February 10, 2004
I KNOW I am not the only person on this planet who couldn't give a rat's patootie about the Martha Stewart trial.
My only relation to her is the Martha Stewart Living shower curtain I bought from K-Mart once during a moment of weakness. Whether or not she goes to prison will have no bearing on my life whatsoever, except for the fact that maybe I won't have to see her crypt-keeper-like mug on the cover of silly magazines anymore.
Yet it's all I read about in the news. I went to the CNN.com Web site yesterday, and it blared at me: STEWART ASSISTANT IN TEARS ON STAND. Arrrrgh! Who cares! It seems like the ONLY newspaper or news Web site out there that's not giving me wall-to-wall Martha coverage is the newly re-designed Daily Sparks Tribune, and thank God, Willie Albright and Janine Kearney for that.
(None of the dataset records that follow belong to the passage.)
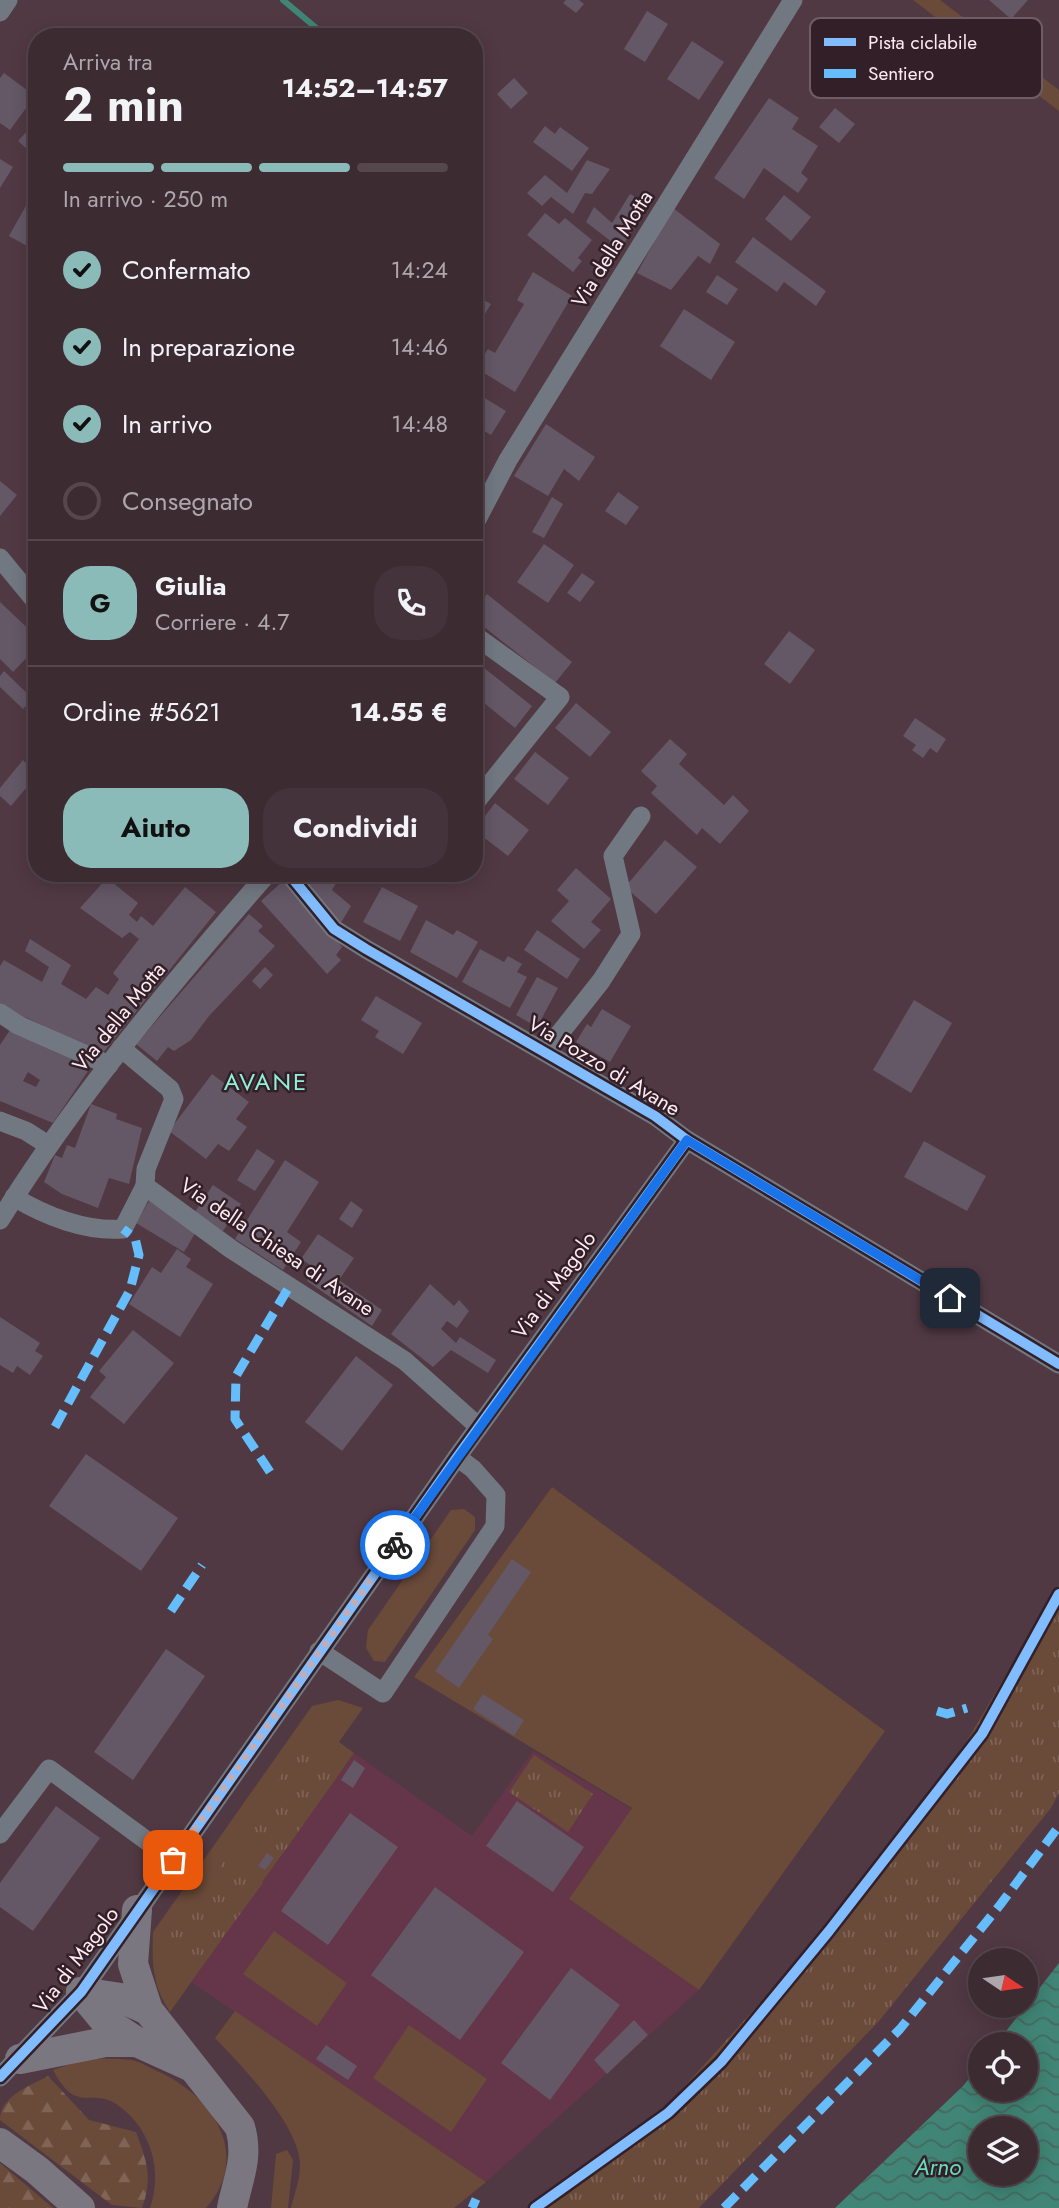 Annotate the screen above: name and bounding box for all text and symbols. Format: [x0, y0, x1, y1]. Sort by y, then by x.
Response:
legend [810, 18, 1042, 98]
text: Pista ciclabile [868, 29, 977, 56]
text: Arriva tra [63, 45, 153, 79]
text: Sentiero [868, 60, 934, 87]
text: 14:52–14:57 [282, 69, 448, 107]
text: 2 min [63, 72, 184, 138]
text: In arrivo · 250 m [63, 182, 228, 216]
street label: Via della Motta [564, 185, 660, 313]
icon: check [63, 251, 101, 289]
text: Confermato [122, 251, 251, 289]
text: 14:24 [391, 253, 448, 287]
icon: check [63, 328, 101, 366]
text: In preparazione [122, 328, 295, 366]
text: 14:46 [391, 330, 448, 364]
icon: check [63, 405, 101, 443]
text: In arrivo [122, 405, 212, 443]
text: 14:48 [391, 407, 448, 441]
text: Consegnato [122, 482, 253, 520]
button: phone [374, 566, 448, 640]
text: Giulia [155, 567, 227, 605]
text: G [89, 584, 111, 622]
text: Corriere · 4.7 [155, 605, 289, 639]
text: Ordine #5621 [63, 693, 221, 731]
text: 14.55 € [350, 693, 448, 731]
button: Aiuto [63, 788, 249, 868]
button: Condividi [263, 788, 448, 868]
street label: Via della Motta [65, 956, 173, 1078]
street label: Via Pozzo di Avane [522, 1009, 686, 1123]
district label: AVANE [224, 1064, 308, 1099]
street label: Via della Chiesa di Avane [174, 1171, 380, 1324]
street label: Via di Magolo [505, 1225, 603, 1345]
pin [920, 1268, 980, 1328]
icon: home [931, 1279, 969, 1317]
courier [360, 1510, 430, 1580]
icon: bike [376, 1526, 414, 1564]
pin [143, 1830, 203, 1890]
icon: bag [154, 1841, 192, 1879]
street label: Via di Magolo [26, 1901, 126, 2019]
north arrow [968, 1948, 1038, 2018]
map controls [968, 1948, 1038, 2186]
button: locate [968, 2032, 1038, 2102]
button: layers [968, 2116, 1038, 2186]
water label: Arno [914, 2150, 962, 2184]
Dammit, I want real news. News that affects ME, a real human being, an everyday schmoe. A human who is interested in things like, say, listening to music while I exercise my constitutionally protected right to bear an AK-47 and blast the holy hell out of something.
Well, I had to go searching, beyond the coverage of Martha Stewart, Janet Jackson's breast and George W. Bush's spin-doctoring, to finally come across the news I needed. Here's a story from Australian news Web site news.com.au (http://news.com.au/common/story_page/0,4057,8626936^13762,00.html):
A British-based company is selling MP3 players which can be attached to an assault rifle.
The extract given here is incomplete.